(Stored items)
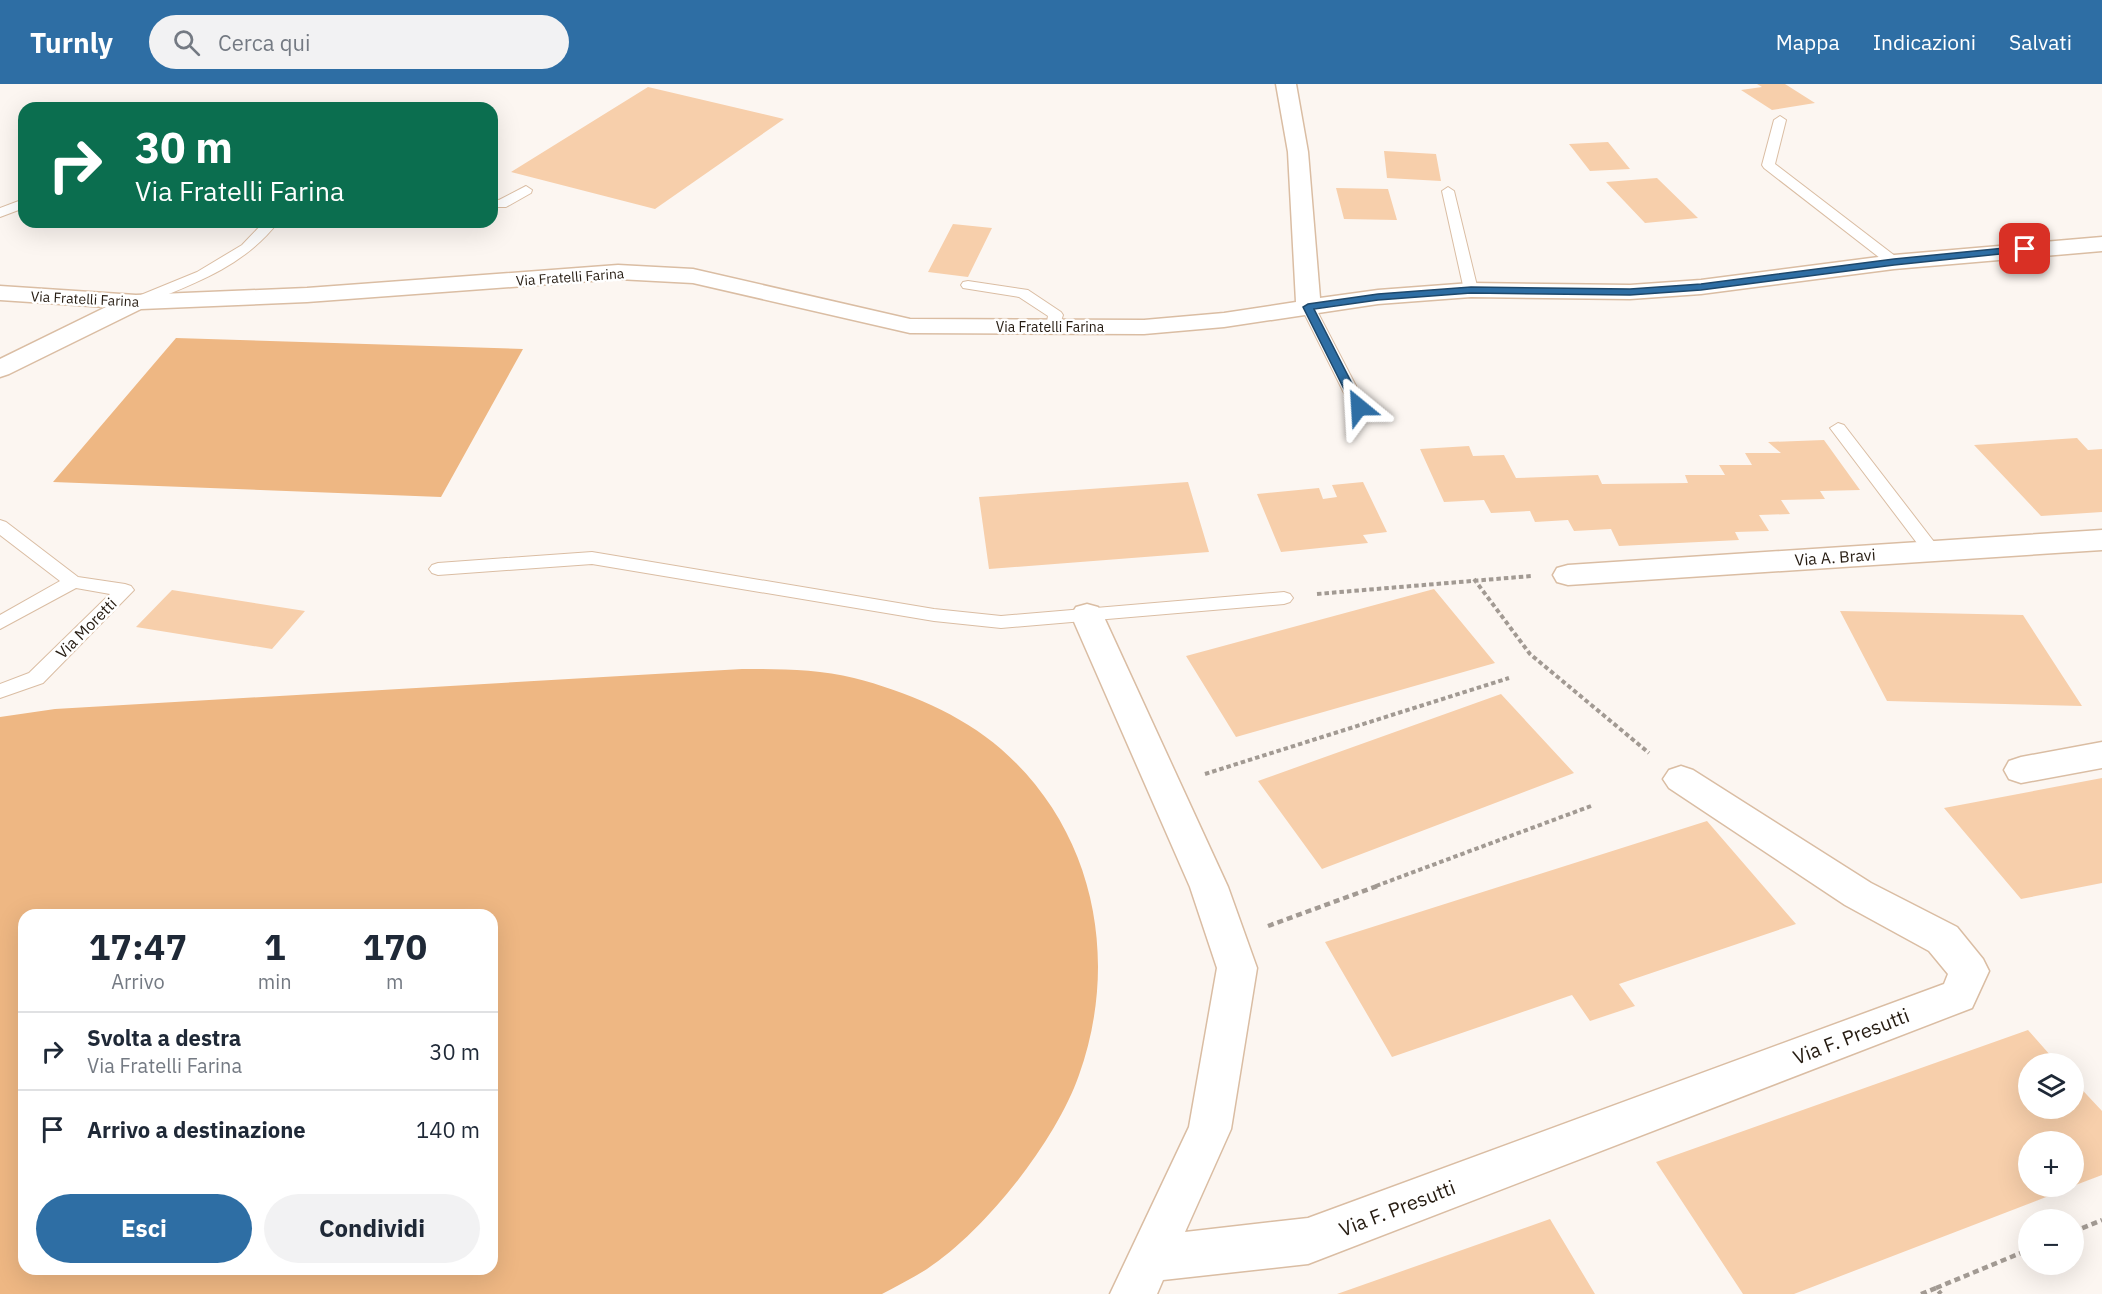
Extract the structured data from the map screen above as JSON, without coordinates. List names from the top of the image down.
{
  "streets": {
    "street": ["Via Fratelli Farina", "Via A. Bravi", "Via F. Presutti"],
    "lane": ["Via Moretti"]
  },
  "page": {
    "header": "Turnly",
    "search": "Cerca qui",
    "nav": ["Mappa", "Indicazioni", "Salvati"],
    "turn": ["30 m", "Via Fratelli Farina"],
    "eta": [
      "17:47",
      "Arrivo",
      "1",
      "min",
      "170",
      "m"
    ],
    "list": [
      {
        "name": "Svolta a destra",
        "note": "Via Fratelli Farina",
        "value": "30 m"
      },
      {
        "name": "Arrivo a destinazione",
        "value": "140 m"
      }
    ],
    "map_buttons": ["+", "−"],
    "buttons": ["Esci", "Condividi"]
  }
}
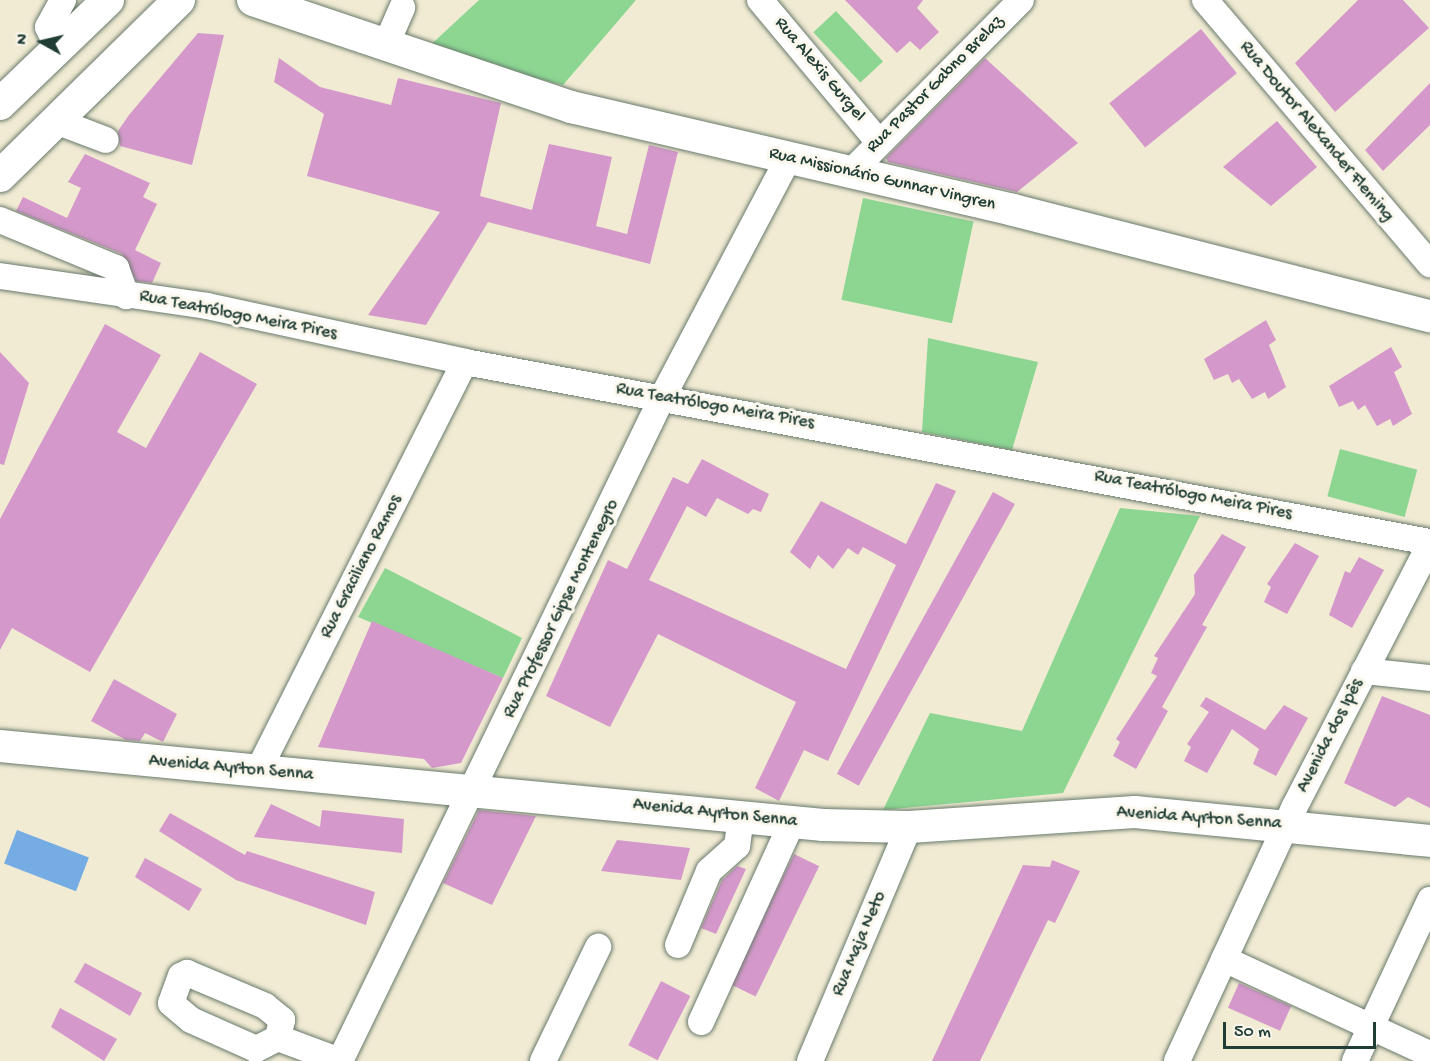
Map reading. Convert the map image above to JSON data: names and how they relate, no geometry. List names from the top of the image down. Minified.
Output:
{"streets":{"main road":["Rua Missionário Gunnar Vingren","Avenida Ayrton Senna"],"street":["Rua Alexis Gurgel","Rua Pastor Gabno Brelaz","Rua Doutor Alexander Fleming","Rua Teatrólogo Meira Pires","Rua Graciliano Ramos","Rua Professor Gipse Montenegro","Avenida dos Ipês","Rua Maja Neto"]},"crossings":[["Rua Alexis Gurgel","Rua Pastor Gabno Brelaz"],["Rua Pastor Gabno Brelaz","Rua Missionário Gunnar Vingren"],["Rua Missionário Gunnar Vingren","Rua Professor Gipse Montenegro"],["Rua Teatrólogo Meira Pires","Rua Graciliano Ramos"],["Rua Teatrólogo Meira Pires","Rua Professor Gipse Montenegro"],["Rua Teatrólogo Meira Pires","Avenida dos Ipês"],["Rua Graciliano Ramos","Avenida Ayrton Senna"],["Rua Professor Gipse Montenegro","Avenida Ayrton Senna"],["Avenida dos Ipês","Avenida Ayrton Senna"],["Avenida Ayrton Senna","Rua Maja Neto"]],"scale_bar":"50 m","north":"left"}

### Your assignment
Starting with the first line of the records above and stopping after the line containing "Map reading. Convert", repeat every line exactly and leave out the pictures.

### Answer box
Extract the structured data from the map screen above as JSON, without coordinates. List names from the top of the image down.
{
  "streets": {
    "street": ["Via Fratelli Farina", "Via A. Bravi", "Via F. Presutti"],
    "lane": ["Via Moretti"]
  },
  "page": {
    "header": "Turnly",
    "search": "Cerca qui",
    "nav": ["Mappa", "Indicazioni", "Salvati"],
    "turn": ["30 m", "Via Fratelli Farina"],
    "eta": [
      "17:47",
      "Arrivo",
      "1",
      "min",
      "170",
      "m"
    ],
    "list": [
      {
        "name": "Svolta a destra",
        "note": "Via Fratelli Farina",
        "value": "30 m"
      },
      {
        "name": "Arrivo a destinazione",
        "value": "140 m"
      }
    ],
    "map_buttons": ["+", "−"],
    "buttons": ["Esci", "Condividi"]
  }
}
Map reading. Convert the map image above to JSON data: names and how they relate, no geometry. List names from the top of the image down. Minified.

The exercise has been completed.